|Ph.D Student||Goldfracht Idit|
|Subject||Development of an Engineered Human Heart Tissue Model from|
Human iPSCs-Derived Cardiomyocytes
|Department||Department of Biotechnology||Supervisor||Professor Lior Gepstein|
The combination of tissue engineering and human induced pluripotent stem cells derived cardiomyocytes (hiPSCs-CMs) technologies provide unique opportunities for cardiovascular disease modeling, drug testing, and regenerative medicine applications. To achieve these goals, we aimed to establish clinically-relevant engineered human heart tissue models through the use of several novel techniques. To recapitulate human heart tissue, we combined hiPSC-CMs with a chitosan-enhanced extracellular-matrix (ECM) hydrogel, derived from decellularized pig hearts. Ultrastructural characterization of the ECM-derived engineered heart tissues (ECM-EHTs) revealed an anisotropic muscle structure, with embedded cardiomyocytes showing more mature properties than corresponding 2D-cultured hiPSC-CMs. Force measurements from the ECM-EHTs confirmed typical force-length relationships, sensitivity to extracellular calcium, and adequate ionotropic responses to contractility modulators. By combining genetically-encoded calcium and voltage indicators with laser-confocal microscopy and optical mapping, the electrophysiological and calcium-handling properties of the ECM-EHTs could be studied at the cellular and tissue resolutions. This also allowed to detect drug-induced changes in contraction rate, optical signal morphology, cellular arrhythmogenicity and alterations in tissue conduction properties. Similar assays in ECM-EHTs derived from patient-specific hiPSC-CMs recapitulated the abnormal phenotype of the long QT syndrome and catecholaminergic polymorphic ventricular tachycardia.

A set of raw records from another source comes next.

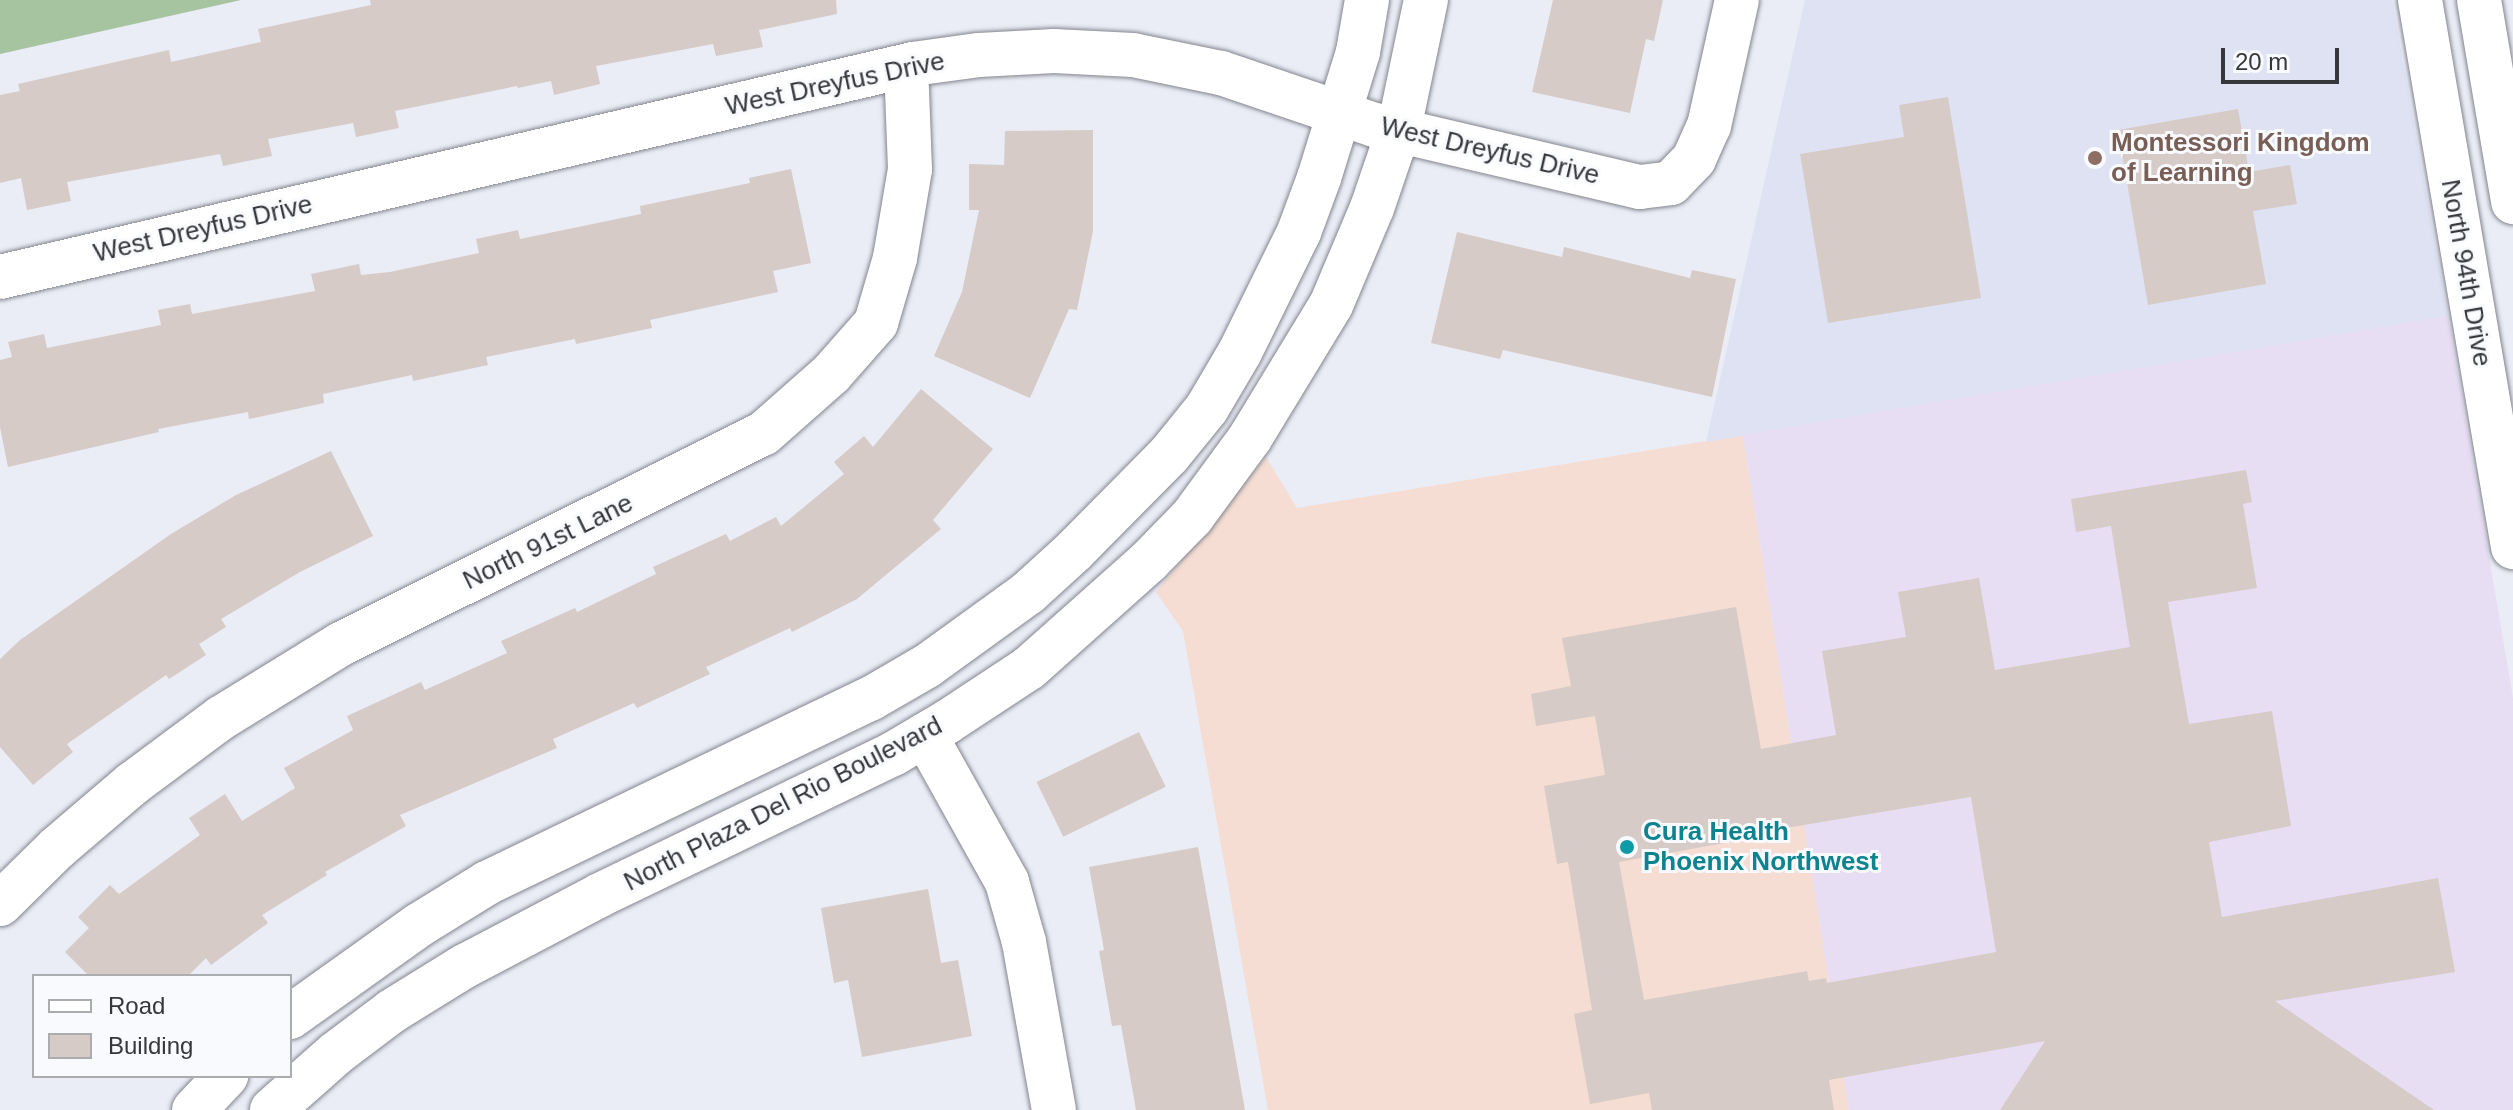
<!DOCTYPE html>
<html>
<head>
<meta charset="utf-8">
<style>
	body { margin:0 }
	#map { position:relative; width:2513px; height:1110px; overflow:hidden; background:#eaecf6; font-family:Helvetica,sans-serif }
	div>[style] { position:absolute }
	.commercial>* { inset:0; background:#f5ddd3 }
	.built>* { inset:0; background:#dfe2f3 }
	.medical>* { inset:0; background:#e8def3 }
	.green>* { inset:0; background:#a5c49f }
	.building>* { inset:0; background:#d6cbc6; transform-origin:0 0 }
	.roads { filter:drop-shadow(0 0 2px #84858e) drop-shadow(0 0 2px #84858e) }
	.minor>* { height:44px; margin:-22px; padding:0 22px; transform-origin:22px; border-radius:22px; background:#fff }
	.dots>* { width:22px; height:22px; translate:-50% -50%; box-sizing:border-box; border:4px solid #f9fafe; border-radius:50% }
	span { translate:-50% -50%; white-space:nowrap; text-align:center; line-height:1.15; -webkit-text-stroke:6px #f9fafe; paint-order:stroke }
	.street-label { font-size:26px; color:#36373b }
	.education-label { font-size:26px; color:#785e54; font-weight:700 }
	.left { translate:0 -50%; text-align:left }
	.culture-label { font-size:26px; color:#0d838f; font-weight:700 }
	.legend { position:absolute; left:32px; top:974px; width:260px; height:104px; box-sizing:border-box; background:#f9fafe; border:2px solid #abacb0; margin:0; padding:10px 14px; list-style:none; font-size:24px; color:#36373b }
	.legend li { display:flex; align-items:center; gap:16px; height:40px }
	.legend b { width:40px; border:2px solid #abacb0 }
	.scale { position:absolute; left:2221px; top:48px; width:118px; height:36px; box-sizing:border-box; border:4px solid #36373b; border-top:0; padding-left:10px; font-size:24px; line-height:28px; white-space:nowrap; color:#36373b; -webkit-text-stroke:6px #f9fafe; paint-order:stroke }
</style>
</head>
<body>
<div id="map">
	<div class="commercial">
		<i style="clip-path:polygon(1743px 435px,1849px 1110px,1268px 1110px,1183px 631px,1156px 592px,1266px 457px,1297px 508px)"></i>
	</div>
	<div class="built">
		<i style="clip-path:polygon(1805px 0,2392px 0,2448px 316px,1706px 442px)"></i>
	</div>
	<div class="medical">
		<i style="clip-path:polygon(2448px 316px,2513px 698px,2513px 1110px,1849px 1110px,1743px 435px)"></i>
	</div>
	<div class="green">
		<i style="clip-path:polygon(0 0,241px 0,0 54px)"></i>
	</div>
	<div class="building">
		<i style="clip-path:polygon(370px 0,836px 0,837px 14px,759px 30px,763px 47px,716px 56px,713px 44px,596px 66px,600px 84px,554px 95px,551px 81px,518px 88px,517px 86px,395px 111px,399px 128px,356px 137px,353px 123px,268px 139px,272px 156px,223px 166px,220px 154px,67px 182px,71px 201px,27px 210px,21px 178px,0 183px,0 95px,20px 91px,18px 84px,169px 50px,171px 62px,261px 42px,258px 29px,371px 5px)"></i>
		<i style="clip-path:polygon(1553px 0,1663px 0,1654px 41px,1646px 39px,1630px 113px,1532px 92px)"></i>
		<i style="clip-path:polygon(1948px 97px,1981px 298px,1828px 323px,1800px 154px,1904px 137px,1899px 105px)"></i>
		<i style="clip-path:polygon(2238px 109px,2249px 172px,2290px 165px,2297px 204px,2253px 211px,2266px 284px,2148px 305px,2118px 130px)"></i>
		<i style="clip-path:polygon(1093px 130px,1093px 231px,1077px 310px,1069px 309px,1030px 398px,934px 356px,962px 292px,979px 210px,969px 210px,969px 164px,1004px 165px,1005px 131px)"></i>
		<i style="clip-path:polygon(791px 169px,811px 263px,773px 271px,778px 292px,650px 320px,652px 328px,576px 344px,575px 339px,486px 357px,488px 365px,413px 381px,412px 375px,323px 394px,324px 403px,249px 419px,248px 412px,158px 429px,159px 432px,8px 467px,0 427px,0 360px,12px 357px,8px 342px,44px 334px,47px 348px,161px 325px,158px 310px,190px 304px,192px 314px,315px 291px,311px 274px,359px 264px,361px 275px,390px 272px,479px 253px,476px 239px,518px 230px,520px 239px,641px 214px,640px 206px,750px 183px,749px 178px)"></i>
		<i style="clip-path:polygon(1457px 232px,1562px 257px,1564px 247px,1690px 278px,1692px 270px,1736px 279px,1712px 397px,1503px 350px,1500px 359px,1431px 343px)"></i>
		<i style="clip-path:polygon(921px 389px,993px 449px,933px 520px,941px 529px,857px 599px,792px 632px,790px 628px,706px 667px,710px 674px,637px 708px,634px 703px,553px 739px,557px 748px,400px 815px,406px 826px,325px 872px,327px 875px,262px 915px,268px 923px,211px 965px,206px 958px,188px 976px,89px 976px,65px 952px,89px 928px,78px 917px,110px 885px,119px 894px,200px 835px,189px 818px,225px 794px,242px 821px,295px 788px,284px 768px,353px 730px,347px 716px,421px 682px,425px 690px,507px 653px,501px 641px,575px 608px,577px 612px,656px 574px,653px 567px,726px 534px,730px 541px,776px 517px,781px 526px,844px 474px,834px 462px,864px 436px,873px 447px)"></i>
		<i style="clip-path:polygon(331px 451px,373px 536px,300px 572px,221px 619px,226px 627px,199px 644px,206px 655px,169px 679px,166px 675px,67px 744px,73px 752px,33px 785px,0 747px,0 659px,20px 640px,171px 534px,236px 495px)"></i>
		<i style="clip-path:polygon(evenodd,2246px 470px,2252px 502px,2243px 504px,2257px 588px,2168px 602px,2189px 724px,2272px 711px,2291px 826px,2209px 842px,2222px 917px,2438px 878px,2455px 972px,2275px 1001px,2434px 1110px,2000px 1110px,2045px 1041px,1829px 1080px,1834px 1110px,1652px 1110px,1649px 1093px,1590px 1104px,1574px 1014px,1592px 1010px,1568px 862px,1557px 864px,1544px 786px,1605px 775px,1595px 716px,1536px 726px,1531px 694px,1571px 686px,1562px 638px,1736px 607px,1761px 749px,1836px 735px,1822px 651px,1906px 637px,1898px 592px,1979px 578px,1995px 670px,2130px 647px,2111px 526px,2076px 532px,2071px 499px,2246px 470px,1971px 797px,1996px 952px,1827px 983px,1826px 978px,1809px 981px,1807px 971px,1644px 1000px,1619px 862px,1780px 833px,1780px 829px,1971px 797px)"></i>
		<i style="left:1139px;top:732px;width:61px;height:114px;rotate:64deg"></i>
		<i style="clip-path:polygon(1198px 847px,1245px 1110px,1136px 1110px,1121px 1025px,1112px 1026px,1099px 951px,1104px 950px,1089px 867px)"></i>
		<i style="clip-path:polygon(928px 889px,941px 963px,958px 960px,972px 1036px,862px 1057px,848px 980px,834px 983px,821px 908px)"></i>
	</div>
	<div class="roads">
		<div class="minor">
			<i style="left:2420px;top:0;width:555px;rotate:80.35deg"></i>
			<i style="left:2479px;top:0;width:205px;rotate:80.4deg"></i>
			<i style="left:0;top:277px;width:938px;rotate:-13.13deg"></i>
			<i style="left:913px;top:64px;width:67px;rotate:-7.8deg"></i>
			<i style="left:979px;top:55px;width:75px;rotate:-3.1deg"></i>
			<i style="left:1054px;top:51px;width:79px;rotate:2.9deg"></i>
			<i style="left:1133px;top:55px;width:90px;rotate:11.6deg"></i>
			<i style="left:1221px;top:73px;width:163px;rotate:18.7deg"></i>
			<i style="left:1375px;top:125px;width:272px;rotate:13.2deg"></i>
			<i style="left:1640px;top:187px;width:31px;rotate:-7deg"></i>
			<i style="left:1671px;top:183px;width:33px;rotate:-46deg"></i>
			<i style="left:1694px;top:159px;width:36px;rotate:-66deg"></i>
			<i style="left:1709px;top:126px;width:129px;rotate:-77.5deg"></i>
			<i style="left:925px;top:735px;width:168px;rotate:60.8deg"></i>
			<i style="left:1007px;top:882px;width:62px;rotate:74.2deg"></i>
			<i style="left:1024px;top:942px;width:171px;rotate:79.9deg"></i>
			<i style="left:0;top:904px;width:80px;rotate:-44.5deg"></i>
			<i style="left:57px;top:848px;width:99px;rotate:-40.5deg"></i>
			<i style="left:132px;top:784px;width:111px;rotate:-36.6deg"></i>
			<i style="left:221px;top:718px;width:141px;rotate:-31.7deg"></i>
			<i style="left:341px;top:644px;width:471px;rotate:-26.5deg"></i>
			<i style="left:763px;top:434px;width:91px;rotate:-41.4deg"></i>
			<i style="left:831px;top:374px;width:68px;rotate:-48.6deg"></i>
			<i style="left:876px;top:323px;width:68px;rotate:-73.7deg"></i>
			<i style="left:895px;top:258px;width:90px;rotate:-80.4deg"></i>
			<i style="left:910px;top:169px;width:103px;rotate:-92.2deg"></i>
			<i style="left:290px;top:1017px;width:158px;rotate:-35.5deg"></i>
			<i style="left:419px;top:925px;width:80px;rotate:-31.7deg"></i>
			<i style="left:487px;top:883px;width:425px;rotate:-25.7deg"></i>
			<i style="left:870px;top:699px;width:66px;rotate:-30.1deg"></i>
			<i style="left:927px;top:666px;width:125px;rotate:-35.9deg"></i>
			<i style="left:1028px;top:593px;width:62px;rotate:-42.4deg"></i>
			<i style="left:1074px;top:551px;width:135px;rotate:-45.3deg"></i>
			<i style="left:1169px;top:455px;width:60px;rotate:-51deg"></i>
			<i style="left:1207px;top:408px;width:65px;rotate:-59.5deg"></i>
			<i style="left:1240px;top:352px;width:134px;rotate:-63.8deg"></i>
			<i style="left:1299px;top:232px;width:58px;rotate:-69.7deg"></i>
			<i style="left:1319px;top:178px;width:132px;rotate:-72.8deg"></i>
			<i style="left:1358px;top:52px;width:53px;rotate:-80.2deg"></i>
			<i style="left:194px;top:1110px;width:47px;rotate:-46.7deg"></i>
			<i style="left:272px;top:1110px;width:84px;rotate:-41.6deg"></i>
			<i style="left:335px;top:1054px;width:71px;rotate:-37deg"></i>
			<i style="left:392px;top:1011px;width:86px;rotate:-31.7deg"></i>
			<i style="left:465px;top:966px;width:153px;rotate:-27.7deg"></i>
			<i style="left:600px;top:895px;width:325px;rotate:-25.7deg"></i>
			<i style="left:893px;top:754px;width:63px;rotate:-30.7deg"></i>
			<i style="left:947px;top:722px;width:98px;rotate:-33.4deg"></i>
			<i style="left:1029px;top:668px;width:161px;rotate:-41.7deg"></i>
			<i style="left:1149px;top:561px;width:62px;rotate:-45.7deg"></i>
			<i style="left:1192px;top:517px;width:98px;rotate:-53.7deg"></i>
			<i style="left:1250px;top:438px;width:156px;rotate:-58.7deg"></i>
			<i style="left:1331px;top:305px;width:105px;rotate:-67.1deg"></i>
			<i style="left:1372px;top:208px;width:83px;rotate:-71.1deg"></i>
			<i style="left:1399px;top:129px;width:132px;rotate:-78.2deg"></i>
		</div>
	</div>
	<div class="dots">
		<i style="left:2095px;top:158px;background:#8d6e63"></i>
		<i style="left:1627px;top:847px;background:#0f9aa8"></i>
	</div>
	<div class="street-label">
		<span style="left:835px;top:84px;rotate:-12deg">West Dreyfus Drive</span>
		<span style="left:1490px;top:151px;rotate:13deg">West Dreyfus Drive</span>
		<span style="left:203px;top:229px;rotate:-13deg">West Dreyfus Drive</span>
		<span style="left:2466px;top:273px;rotate:80deg">North 94th Drive</span>
		<span style="left:548px;top:542px;rotate:-26deg">North 91st Lane</span>
		<span style="left:783px;top:804px;rotate:-27deg">North Plaza Del Rio Boulevard</span>
	</div>
	<div class="education-label">
		<span class="left" style="left:2111px;top:158px">Montessori Kingdom<br>of Learning</span>
	</div>
	<div class="culture-label">
		<span class="left" style="left:1643px;top:847px">Cura Health<br>Phoenix Northwest</span>
	</div>
	<ul class="legend">
	<li><b style="height:10px;background:#fff"></b>Road</li>
	<li><b style="height:22px;background:#d6cbc6"></b>Building</li>
	</ul>
	<div class="scale">20 m</div>
</div>
</body>
</html>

Next, we aimed to develop functional EHTs comprised of chamber-specific hPSC-CMs. We showed that such EHTs can be generated by directing hPSCs to differentiate into ventricular or atrial cardiomyocytes, and then embedding these cardiomyocytes in a collagen-hydrogel to create chamber-specific, ring-shaped, EHTs. The chamber-specific EHTs displayed distinct atrial versus ventricular phenotypes as revealed by immunostaining, gene-expression, optical assessment of action-potentials and conduction velocity, pharmacological, and mechanical force measurements. We also established an atrial EHT-based arrhythmia model (atrial fibrillation) and confirmed its usefulness by applying relevant pharmacological interventions
In conclusion, novel models of ECM-EHT and chamber-specific EHTs were established. These models could have important implications for cardiac disease modeling, regenerative medicine, drug testing and developmental biology applications.